--- Supplied information Enclosed Below ---

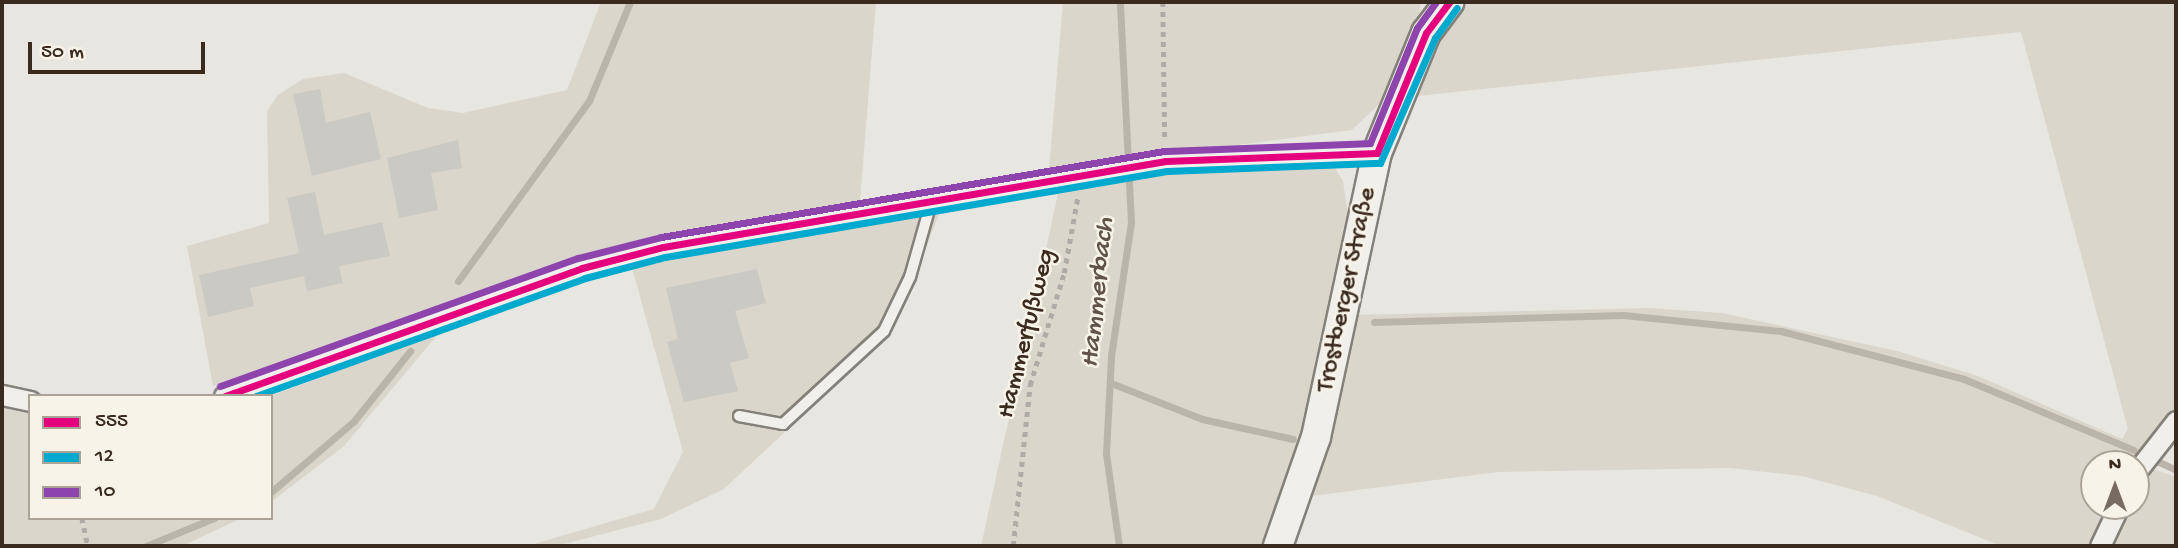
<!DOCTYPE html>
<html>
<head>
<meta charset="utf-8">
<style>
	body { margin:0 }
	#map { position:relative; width:2178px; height:548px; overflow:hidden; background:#e8e6e0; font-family:"Gochi Hand",sans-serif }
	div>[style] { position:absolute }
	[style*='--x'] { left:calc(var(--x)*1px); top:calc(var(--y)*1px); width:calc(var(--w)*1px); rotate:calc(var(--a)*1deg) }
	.green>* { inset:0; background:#dad6cc }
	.stream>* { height:7px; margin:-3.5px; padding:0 3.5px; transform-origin:3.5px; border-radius:3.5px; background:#bbb4aa }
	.building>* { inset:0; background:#cbc9c4 }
	.path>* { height:4.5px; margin-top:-2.25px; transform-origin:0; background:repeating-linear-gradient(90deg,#afaca8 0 5px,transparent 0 10px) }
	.roads { filter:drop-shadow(2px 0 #84807a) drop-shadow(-2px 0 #84807a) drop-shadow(0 2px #84807a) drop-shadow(0 -2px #84807a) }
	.lane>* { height:10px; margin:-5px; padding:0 5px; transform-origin:5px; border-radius:5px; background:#f0efeb }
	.street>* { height:19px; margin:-9.5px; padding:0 9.5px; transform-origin:9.5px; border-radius:9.5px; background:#f0efeb }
	.secondary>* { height:28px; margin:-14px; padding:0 14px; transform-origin:14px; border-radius:14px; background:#f0efeb }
	.bus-1>* { height:7px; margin:-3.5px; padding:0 3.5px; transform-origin:3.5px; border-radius:3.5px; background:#e5007d }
	.bus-2>* { height:7px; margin:-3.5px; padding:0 3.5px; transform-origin:3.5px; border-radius:3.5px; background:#00a9ce }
	.bus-3>* { height:7px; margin:-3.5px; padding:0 3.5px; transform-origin:3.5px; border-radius:3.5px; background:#8e44ad }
	span { translate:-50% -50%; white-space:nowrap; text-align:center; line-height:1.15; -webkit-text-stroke:5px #f7f3e8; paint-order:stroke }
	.street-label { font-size:26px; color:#3b2a1e }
	.water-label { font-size:28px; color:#615347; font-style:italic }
	.frame { position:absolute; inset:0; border:4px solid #3b2a1e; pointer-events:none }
	.legend { position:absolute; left:28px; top:394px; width:245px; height:126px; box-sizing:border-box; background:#f7f3e8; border:2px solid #aca397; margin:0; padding:9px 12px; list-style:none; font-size:21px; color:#3b2a1e }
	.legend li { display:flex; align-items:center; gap:14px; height:35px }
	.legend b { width:35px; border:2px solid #aca397 }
	.north { position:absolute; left:2080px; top:450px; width:70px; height:70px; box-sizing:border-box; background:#f7f3e8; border:2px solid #aca397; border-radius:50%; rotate:0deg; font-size:19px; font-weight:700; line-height:28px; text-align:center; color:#3b2a1e }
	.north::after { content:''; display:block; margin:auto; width:24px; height:32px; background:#786c62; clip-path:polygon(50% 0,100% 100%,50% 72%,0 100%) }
	.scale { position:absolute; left:28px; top:42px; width:177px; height:32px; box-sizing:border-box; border:4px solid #3b2a1e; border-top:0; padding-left:9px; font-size:21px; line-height:24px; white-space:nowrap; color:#3b2a1e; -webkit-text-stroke:5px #f7f3e8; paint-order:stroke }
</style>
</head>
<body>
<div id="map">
	<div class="green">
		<i style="clip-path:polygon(601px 2px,876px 2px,860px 201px,574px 262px,213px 386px,187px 246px,269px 223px,267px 111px,278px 95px,303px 79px,344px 73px,428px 108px,463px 113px,567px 90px)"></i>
		<i style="clip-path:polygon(1063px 2px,1421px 2px,1417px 26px,1382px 101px,1352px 130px,1049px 170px)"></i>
		<i style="clip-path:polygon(1469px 2px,2176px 2px,2176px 410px,2133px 464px,2094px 464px,2094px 506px,2108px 506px,2089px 546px,2001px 546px,1877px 496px,1802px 476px,1730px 468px,1498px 472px,1311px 496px,1353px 315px,1649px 308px,1722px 313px,1897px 351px,1978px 376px,2122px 439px,2128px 429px,2021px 32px,1408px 97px,1420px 66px)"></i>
		<i style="clip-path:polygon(1319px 162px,1335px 168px,1343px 181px,1349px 222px,1308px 427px,1264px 546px,981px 546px,1059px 189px,1190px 168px)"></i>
		<i style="clip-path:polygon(941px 209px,899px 317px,879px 344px,724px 489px,661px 519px,556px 546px,527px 546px,654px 509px,683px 452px,631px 264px)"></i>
		<i style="clip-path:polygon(439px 333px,344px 446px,271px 502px,271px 396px)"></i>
		<i style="clip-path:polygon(2px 405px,30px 412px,30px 518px,242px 518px,182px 546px,2px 546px)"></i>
		<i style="clip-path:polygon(2145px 466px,2176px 477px,2176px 546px,2107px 546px,2125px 506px,2136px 506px)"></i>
	</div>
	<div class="stream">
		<i style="--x:458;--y:281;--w:223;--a:-54"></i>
		<i style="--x:589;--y:101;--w:107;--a:-67.5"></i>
		<i style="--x:1374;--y:322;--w:249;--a:-1.6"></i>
		<i style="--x:1623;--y:315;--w:159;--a:5.8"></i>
		<i style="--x:1781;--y:331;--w:189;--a:14.7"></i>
		<i style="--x:1964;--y:379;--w:184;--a:22.7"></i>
		<i style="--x:1111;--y:383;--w:98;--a:21.6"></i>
		<i style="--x:1202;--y:419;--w:93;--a:12.4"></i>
		<i style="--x:2157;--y:461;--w:21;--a:25"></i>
		<i style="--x:271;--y:492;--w:109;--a:-40.5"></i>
		<i style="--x:354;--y:421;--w:90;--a:-51.3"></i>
		<i style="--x:146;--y:546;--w:74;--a:-22.4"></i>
		<i style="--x:1119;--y:546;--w:94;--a:-98"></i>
		<i style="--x:1106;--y:453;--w:97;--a:-87"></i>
		<i style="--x:1111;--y:356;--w:135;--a:-81.5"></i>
		<i style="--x:1131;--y:222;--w:220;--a:-92.9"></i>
	</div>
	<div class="building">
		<i style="clip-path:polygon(320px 89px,326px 123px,370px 112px,381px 159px,312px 176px,293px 94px)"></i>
		<i style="clip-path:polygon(458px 140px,462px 168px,431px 173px,438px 210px,399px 218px,387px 158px)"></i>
		<i style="clip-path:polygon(315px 192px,324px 235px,382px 222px,390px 256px,339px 266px,343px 283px,307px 291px,304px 276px,250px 288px,254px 306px,208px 317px,199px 275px,299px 253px,287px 198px)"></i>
		<i style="clip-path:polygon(757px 269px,766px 303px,735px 311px,749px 358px,730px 363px,738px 391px,684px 402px,667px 342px,678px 339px,666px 288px)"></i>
	</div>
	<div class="path">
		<i style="--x:1163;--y:2;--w:139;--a:89.2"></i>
		<i style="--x:82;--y:518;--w:29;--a:78"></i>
		<i style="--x:1013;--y:546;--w:162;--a:-84"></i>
		<i style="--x:1030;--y:385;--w:117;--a:-73.1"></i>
		<i style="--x:1064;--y:273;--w:79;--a:-79.8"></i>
	</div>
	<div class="roads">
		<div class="lane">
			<i style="--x:739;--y:416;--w:45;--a:10.3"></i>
			<i style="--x:783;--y:424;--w:137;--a:-42.6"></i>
			<i style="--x:884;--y:331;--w:60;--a:-64.3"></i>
			<i style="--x:910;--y:277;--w:81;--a:-74.2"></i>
		</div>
		<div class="street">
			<i style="--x:2;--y:395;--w:29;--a:12"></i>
			<i style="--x:224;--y:396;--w:380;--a:-19.7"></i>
			<i style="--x:582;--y:268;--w:84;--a:-14.5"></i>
			<i style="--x:663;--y:247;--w:510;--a:-9.7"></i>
			<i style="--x:1166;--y:161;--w:211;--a:-2.2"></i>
			<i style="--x:2136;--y:472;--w:65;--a:-51.9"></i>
			<i style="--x:2100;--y:546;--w:44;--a:-64.6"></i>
		</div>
		<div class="secondary">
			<i style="--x:1278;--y:546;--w:115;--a:-70.8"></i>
			<i style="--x:1316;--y:437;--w:290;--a:-77.9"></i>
			<i style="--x:1377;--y:153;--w:130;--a:-67.8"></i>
			<i style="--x:1426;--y:33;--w:39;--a:-53"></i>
		</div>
	</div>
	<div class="bus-1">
		<i style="--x:1377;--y:153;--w:130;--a:-67.8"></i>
		<i style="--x:1426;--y:33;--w:39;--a:-53"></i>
		<i style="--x:225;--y:396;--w:379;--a:-19.7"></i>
		<i style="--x:582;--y:268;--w:84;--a:-14.5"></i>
		<i style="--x:663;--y:247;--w:510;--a:-9.7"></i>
		<i style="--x:1166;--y:161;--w:211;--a:-2.2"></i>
	</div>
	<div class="bus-2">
		<i style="--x:256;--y:396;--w:350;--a:-19.7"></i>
		<i style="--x:585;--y:278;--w:83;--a:-14.7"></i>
		<i style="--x:665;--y:257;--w:509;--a:-9.72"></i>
		<i style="--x:1167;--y:171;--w:213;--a:-2.2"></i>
		<i style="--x:1380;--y:163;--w:137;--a:-66.3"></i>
		<i style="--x:1435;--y:38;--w:37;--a:-54"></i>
	</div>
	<div class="bus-3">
		<i style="--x:220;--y:386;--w:380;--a:-19.7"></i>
		<i style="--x:578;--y:258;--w:86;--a:-14.2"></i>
		<i style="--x:661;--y:237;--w:510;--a:-9.7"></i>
		<i style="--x:1164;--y:151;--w:206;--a:-2.2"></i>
		<i style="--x:1370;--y:143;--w:124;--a:-67.8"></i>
		<i style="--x:1417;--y:28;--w:32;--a:-54"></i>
	</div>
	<div class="street-label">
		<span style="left:1348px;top:290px;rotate:-78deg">Trostberger Straße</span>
		<span style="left:1028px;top:334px;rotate:-76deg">Hammerfußweg</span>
	</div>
	<div class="water-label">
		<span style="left:1099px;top:293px;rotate:-84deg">Hammerbach</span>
	</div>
	<div class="frame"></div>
	<ul class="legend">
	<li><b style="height:9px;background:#e5007d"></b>555</li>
	<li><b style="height:9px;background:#00a9ce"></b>12</li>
	<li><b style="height:9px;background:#8e44ad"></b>10</li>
	</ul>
	<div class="north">N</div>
	<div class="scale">50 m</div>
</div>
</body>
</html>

--- End of Enclosed Supplied information ---

* **Task instructions**
When a line in the material includes the word "lane", copy it out.

* **Output of the task**
	.lane>* { height:10px; margin:-5px; padding:0 5px; transform-origin:5px; border-radius:5px; background:#f0efeb }
		<div class="lane">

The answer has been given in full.